Data records
------------------------------------------------------------

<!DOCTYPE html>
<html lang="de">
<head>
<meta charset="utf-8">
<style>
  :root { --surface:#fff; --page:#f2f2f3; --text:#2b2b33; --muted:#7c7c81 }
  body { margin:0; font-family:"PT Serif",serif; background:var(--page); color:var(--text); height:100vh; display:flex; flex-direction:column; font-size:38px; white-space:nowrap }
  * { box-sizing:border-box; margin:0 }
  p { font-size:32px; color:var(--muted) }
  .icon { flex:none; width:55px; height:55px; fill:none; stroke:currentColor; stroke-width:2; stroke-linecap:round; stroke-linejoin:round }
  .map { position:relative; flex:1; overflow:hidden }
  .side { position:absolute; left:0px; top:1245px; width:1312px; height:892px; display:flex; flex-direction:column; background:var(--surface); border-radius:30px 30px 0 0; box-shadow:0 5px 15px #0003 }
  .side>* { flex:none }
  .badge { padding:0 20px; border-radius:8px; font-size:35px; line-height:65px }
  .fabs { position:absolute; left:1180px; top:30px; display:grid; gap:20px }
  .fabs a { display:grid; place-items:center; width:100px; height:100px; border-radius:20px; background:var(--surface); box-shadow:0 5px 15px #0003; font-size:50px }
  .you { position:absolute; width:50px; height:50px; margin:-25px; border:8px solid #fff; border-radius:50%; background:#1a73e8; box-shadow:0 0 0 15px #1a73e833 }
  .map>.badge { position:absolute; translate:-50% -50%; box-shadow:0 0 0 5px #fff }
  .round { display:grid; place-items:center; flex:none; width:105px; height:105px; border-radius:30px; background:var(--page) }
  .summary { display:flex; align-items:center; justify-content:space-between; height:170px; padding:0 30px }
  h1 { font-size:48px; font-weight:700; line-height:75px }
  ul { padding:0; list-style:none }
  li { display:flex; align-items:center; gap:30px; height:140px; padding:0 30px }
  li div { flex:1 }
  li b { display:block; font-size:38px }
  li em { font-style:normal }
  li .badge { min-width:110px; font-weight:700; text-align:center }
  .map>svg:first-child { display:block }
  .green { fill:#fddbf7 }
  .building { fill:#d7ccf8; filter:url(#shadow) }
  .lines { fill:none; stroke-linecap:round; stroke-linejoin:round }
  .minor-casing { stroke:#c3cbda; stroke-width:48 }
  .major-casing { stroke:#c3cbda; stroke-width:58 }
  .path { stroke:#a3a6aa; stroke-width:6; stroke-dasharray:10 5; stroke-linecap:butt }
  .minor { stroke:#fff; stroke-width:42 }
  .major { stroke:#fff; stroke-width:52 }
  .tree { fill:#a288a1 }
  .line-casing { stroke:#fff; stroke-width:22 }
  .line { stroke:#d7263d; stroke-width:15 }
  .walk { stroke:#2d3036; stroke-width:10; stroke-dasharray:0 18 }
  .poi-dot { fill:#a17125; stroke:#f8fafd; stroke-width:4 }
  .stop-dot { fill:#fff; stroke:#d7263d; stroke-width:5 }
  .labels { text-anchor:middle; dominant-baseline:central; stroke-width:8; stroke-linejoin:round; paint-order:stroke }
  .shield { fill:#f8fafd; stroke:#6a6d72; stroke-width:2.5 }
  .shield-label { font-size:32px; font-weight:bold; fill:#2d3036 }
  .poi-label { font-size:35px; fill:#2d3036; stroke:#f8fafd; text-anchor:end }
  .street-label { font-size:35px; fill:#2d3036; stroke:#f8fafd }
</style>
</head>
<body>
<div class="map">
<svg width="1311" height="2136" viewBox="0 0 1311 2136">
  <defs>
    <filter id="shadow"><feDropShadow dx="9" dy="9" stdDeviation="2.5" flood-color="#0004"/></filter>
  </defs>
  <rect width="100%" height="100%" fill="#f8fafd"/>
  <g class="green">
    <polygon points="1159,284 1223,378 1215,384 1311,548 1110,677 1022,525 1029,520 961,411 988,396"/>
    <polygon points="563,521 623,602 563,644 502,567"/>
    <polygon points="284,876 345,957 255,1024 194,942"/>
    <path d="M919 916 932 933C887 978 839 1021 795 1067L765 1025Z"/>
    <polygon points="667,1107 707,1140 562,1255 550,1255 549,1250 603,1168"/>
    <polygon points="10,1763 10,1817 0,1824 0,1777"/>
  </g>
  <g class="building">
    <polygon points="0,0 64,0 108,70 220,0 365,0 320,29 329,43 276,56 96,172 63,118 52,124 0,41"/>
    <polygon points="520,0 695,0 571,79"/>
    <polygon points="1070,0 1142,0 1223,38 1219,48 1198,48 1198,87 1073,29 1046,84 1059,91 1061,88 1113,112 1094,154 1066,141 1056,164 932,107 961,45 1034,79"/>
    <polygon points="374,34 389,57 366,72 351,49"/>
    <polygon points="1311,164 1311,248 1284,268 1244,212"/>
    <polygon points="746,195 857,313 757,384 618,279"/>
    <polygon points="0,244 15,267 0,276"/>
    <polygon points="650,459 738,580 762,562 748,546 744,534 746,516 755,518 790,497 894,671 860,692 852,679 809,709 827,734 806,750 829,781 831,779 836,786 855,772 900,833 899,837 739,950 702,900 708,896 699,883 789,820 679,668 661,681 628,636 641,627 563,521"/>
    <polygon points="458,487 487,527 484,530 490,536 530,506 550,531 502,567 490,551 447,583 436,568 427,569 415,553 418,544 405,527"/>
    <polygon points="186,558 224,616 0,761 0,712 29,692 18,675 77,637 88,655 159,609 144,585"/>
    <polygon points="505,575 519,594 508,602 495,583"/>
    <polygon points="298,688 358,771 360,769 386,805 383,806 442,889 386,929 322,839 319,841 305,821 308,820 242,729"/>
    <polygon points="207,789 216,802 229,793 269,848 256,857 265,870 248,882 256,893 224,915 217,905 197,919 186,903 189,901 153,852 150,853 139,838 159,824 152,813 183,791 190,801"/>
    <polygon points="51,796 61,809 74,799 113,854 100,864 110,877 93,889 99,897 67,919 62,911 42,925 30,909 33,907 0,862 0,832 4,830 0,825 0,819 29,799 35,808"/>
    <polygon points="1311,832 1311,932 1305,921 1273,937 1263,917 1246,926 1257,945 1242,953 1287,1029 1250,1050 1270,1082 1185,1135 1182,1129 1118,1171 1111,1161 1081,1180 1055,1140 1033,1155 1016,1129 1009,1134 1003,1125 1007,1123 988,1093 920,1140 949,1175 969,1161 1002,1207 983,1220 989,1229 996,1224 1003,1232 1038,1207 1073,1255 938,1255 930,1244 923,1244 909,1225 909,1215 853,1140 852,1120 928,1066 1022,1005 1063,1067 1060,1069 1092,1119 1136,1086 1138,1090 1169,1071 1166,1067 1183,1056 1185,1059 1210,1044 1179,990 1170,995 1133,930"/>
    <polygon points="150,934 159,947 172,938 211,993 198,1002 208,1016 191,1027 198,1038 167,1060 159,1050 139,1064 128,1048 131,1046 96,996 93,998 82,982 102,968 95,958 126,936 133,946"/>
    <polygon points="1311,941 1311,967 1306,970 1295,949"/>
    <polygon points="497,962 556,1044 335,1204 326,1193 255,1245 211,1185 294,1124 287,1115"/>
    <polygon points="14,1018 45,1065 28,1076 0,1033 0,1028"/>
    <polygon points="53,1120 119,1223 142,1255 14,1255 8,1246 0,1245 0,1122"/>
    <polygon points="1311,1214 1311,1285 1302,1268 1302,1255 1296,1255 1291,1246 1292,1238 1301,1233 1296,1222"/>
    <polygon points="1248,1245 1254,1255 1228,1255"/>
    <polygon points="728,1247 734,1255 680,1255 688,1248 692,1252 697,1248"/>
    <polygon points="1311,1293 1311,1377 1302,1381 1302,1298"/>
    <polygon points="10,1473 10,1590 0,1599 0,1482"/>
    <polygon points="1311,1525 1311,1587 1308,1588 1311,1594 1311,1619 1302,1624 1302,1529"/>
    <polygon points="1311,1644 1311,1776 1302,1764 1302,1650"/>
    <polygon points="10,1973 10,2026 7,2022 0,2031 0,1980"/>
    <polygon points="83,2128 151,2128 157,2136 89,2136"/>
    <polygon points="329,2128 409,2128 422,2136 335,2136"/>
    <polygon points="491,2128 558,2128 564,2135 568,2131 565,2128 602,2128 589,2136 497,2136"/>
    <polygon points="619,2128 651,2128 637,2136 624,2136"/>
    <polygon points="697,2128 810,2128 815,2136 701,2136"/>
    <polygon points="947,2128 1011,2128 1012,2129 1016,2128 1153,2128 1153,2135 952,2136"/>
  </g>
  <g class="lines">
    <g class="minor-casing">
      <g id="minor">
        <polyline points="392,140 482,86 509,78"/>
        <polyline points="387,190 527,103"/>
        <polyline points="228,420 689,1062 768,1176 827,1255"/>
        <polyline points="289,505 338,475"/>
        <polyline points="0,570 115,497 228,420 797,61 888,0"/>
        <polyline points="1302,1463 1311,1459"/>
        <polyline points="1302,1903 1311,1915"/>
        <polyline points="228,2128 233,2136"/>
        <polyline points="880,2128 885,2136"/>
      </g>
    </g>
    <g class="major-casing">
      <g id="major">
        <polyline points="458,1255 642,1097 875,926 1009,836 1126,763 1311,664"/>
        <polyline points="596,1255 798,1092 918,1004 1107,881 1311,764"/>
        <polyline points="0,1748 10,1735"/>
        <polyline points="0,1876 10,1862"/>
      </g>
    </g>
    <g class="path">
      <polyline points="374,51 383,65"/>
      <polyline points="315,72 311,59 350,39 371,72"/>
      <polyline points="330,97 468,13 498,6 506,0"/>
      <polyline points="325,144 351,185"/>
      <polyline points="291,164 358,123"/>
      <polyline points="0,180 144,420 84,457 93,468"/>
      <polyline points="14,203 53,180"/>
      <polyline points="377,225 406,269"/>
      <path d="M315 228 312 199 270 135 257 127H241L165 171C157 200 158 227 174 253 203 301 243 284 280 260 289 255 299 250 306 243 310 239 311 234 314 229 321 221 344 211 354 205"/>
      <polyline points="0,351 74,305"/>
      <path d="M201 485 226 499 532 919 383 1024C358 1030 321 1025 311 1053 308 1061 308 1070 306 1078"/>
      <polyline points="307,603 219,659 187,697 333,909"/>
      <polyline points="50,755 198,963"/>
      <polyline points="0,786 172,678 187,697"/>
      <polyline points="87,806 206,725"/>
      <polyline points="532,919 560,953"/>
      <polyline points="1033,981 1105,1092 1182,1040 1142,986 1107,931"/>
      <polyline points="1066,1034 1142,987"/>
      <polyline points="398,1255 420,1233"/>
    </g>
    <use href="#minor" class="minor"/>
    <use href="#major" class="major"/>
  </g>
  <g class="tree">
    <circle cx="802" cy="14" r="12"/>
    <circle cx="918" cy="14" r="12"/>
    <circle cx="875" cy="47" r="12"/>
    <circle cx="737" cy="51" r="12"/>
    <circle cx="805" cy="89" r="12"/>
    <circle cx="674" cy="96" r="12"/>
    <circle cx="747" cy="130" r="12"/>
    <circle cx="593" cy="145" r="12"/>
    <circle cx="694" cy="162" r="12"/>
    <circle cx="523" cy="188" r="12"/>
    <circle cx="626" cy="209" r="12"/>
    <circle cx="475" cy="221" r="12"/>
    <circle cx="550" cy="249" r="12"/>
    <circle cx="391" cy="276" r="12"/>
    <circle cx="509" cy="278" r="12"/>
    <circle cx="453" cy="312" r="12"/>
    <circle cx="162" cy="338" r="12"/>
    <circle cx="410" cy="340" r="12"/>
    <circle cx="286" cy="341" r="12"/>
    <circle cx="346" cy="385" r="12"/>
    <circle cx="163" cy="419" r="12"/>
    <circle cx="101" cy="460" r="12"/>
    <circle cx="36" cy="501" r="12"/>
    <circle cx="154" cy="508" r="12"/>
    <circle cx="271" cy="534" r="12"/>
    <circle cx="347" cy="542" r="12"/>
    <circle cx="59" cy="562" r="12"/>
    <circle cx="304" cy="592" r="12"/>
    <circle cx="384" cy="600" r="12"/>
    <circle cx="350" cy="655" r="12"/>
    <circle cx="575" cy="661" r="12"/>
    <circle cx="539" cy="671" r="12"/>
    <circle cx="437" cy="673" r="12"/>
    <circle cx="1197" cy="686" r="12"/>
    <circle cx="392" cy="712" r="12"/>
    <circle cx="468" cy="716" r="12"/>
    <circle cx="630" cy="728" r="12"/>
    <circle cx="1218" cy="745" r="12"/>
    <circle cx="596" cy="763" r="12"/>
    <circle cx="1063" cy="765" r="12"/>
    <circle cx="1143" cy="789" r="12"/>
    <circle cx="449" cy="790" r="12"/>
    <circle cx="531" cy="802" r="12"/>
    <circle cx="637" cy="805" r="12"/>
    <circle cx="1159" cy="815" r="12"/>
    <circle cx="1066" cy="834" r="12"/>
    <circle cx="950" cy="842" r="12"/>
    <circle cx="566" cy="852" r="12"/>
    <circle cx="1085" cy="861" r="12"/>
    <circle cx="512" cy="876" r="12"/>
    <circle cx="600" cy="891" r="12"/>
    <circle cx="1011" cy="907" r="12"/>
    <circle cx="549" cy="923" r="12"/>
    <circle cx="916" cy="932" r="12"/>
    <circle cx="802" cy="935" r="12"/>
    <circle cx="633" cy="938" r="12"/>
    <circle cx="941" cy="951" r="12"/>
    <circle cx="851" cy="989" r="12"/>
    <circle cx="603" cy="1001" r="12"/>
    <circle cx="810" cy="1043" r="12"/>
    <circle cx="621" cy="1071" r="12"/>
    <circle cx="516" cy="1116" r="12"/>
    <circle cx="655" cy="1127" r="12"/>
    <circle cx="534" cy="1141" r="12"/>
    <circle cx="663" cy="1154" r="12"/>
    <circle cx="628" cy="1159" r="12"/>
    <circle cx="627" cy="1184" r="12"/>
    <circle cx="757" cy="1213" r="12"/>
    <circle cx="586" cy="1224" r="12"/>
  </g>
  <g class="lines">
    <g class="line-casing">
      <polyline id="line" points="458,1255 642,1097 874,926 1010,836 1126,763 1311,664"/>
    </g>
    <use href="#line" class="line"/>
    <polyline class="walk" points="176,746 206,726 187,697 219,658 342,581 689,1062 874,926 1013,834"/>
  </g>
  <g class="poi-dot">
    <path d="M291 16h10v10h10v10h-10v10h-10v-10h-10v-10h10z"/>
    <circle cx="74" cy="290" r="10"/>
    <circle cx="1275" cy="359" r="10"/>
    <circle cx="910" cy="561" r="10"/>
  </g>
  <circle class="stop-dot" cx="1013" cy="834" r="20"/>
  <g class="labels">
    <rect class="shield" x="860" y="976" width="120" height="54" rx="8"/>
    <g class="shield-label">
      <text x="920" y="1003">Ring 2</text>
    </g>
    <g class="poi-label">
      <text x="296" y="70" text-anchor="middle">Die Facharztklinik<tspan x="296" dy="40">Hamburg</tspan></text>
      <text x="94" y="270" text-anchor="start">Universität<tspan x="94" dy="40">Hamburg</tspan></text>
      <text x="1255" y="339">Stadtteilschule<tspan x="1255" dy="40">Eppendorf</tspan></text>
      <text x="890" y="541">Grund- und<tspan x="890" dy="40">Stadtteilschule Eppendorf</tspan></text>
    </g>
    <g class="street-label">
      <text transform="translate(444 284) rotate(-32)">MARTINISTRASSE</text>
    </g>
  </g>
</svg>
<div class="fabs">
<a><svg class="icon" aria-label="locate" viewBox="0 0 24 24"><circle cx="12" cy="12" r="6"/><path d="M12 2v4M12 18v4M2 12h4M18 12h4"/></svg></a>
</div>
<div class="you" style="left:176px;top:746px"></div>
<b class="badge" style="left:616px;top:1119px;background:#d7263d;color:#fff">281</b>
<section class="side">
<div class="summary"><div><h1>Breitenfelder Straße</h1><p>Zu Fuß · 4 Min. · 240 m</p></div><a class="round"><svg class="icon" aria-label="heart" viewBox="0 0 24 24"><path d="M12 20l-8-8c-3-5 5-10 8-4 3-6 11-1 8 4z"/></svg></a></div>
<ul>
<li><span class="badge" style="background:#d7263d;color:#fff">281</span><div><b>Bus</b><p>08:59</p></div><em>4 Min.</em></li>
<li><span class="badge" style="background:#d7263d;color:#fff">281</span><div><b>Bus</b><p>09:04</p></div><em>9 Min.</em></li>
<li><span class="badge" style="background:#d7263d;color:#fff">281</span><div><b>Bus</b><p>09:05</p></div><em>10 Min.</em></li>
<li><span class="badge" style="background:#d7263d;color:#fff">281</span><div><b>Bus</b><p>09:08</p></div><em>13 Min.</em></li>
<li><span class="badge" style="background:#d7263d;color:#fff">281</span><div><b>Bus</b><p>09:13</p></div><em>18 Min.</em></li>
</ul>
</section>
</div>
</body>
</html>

------------------------------------------------------------

§ Try it:
Your answer must consist solely of the lines from the top of the entries above through the line containing "position:absolute; width:50px; height:50px;", copied exactly, both ends included.

§ Answer to the exercise:
<!DOCTYPE html>
<html lang="de">
<head>
<meta charset="utf-8">
<style>
  :root { --surface:#fff; --page:#f2f2f3; --text:#2b2b33; --muted:#7c7c81 }
  body { margin:0; font-family:"PT Serif",serif; background:var(--page); color:var(--text); height:100vh; display:flex; flex-direction:column; font-size:38px; white-space:nowrap }
  * { box-sizing:border-box; margin:0 }
  p { font-size:32px; color:var(--muted) }
  .icon { flex:none; width:55px; height:55px; fill:none; stroke:currentColor; stroke-width:2; stroke-linecap:round; stroke-linejoin:round }
  .map { position:relative; flex:1; overflow:hidden }
  .side { position:absolute; left:0px; top:1245px; width:1312px; height:892px; display:flex; flex-direction:column; background:var(--surface); border-radius:30px 30px 0 0; box-shadow:0 5px 15px #0003 }
  .side>* { flex:none }
  .badge { padding:0 20px; border-radius:8px; font-size:35px; line-height:65px }
  .fabs { position:absolute; left:1180px; top:30px; display:grid; gap:20px }
  .fabs a { display:grid; place-items:center; width:100px; height:100px; border-radius:20px; background:var(--surface); box-shadow:0 5px 15px #0003; font-size:50px }
  .you { position:absolute; width:50px; height:50px; margin:-25px; border:8px solid #fff; border-radius:50%; background:#1a73e8; box-shadow:0 0 0 15px #1a73e833 }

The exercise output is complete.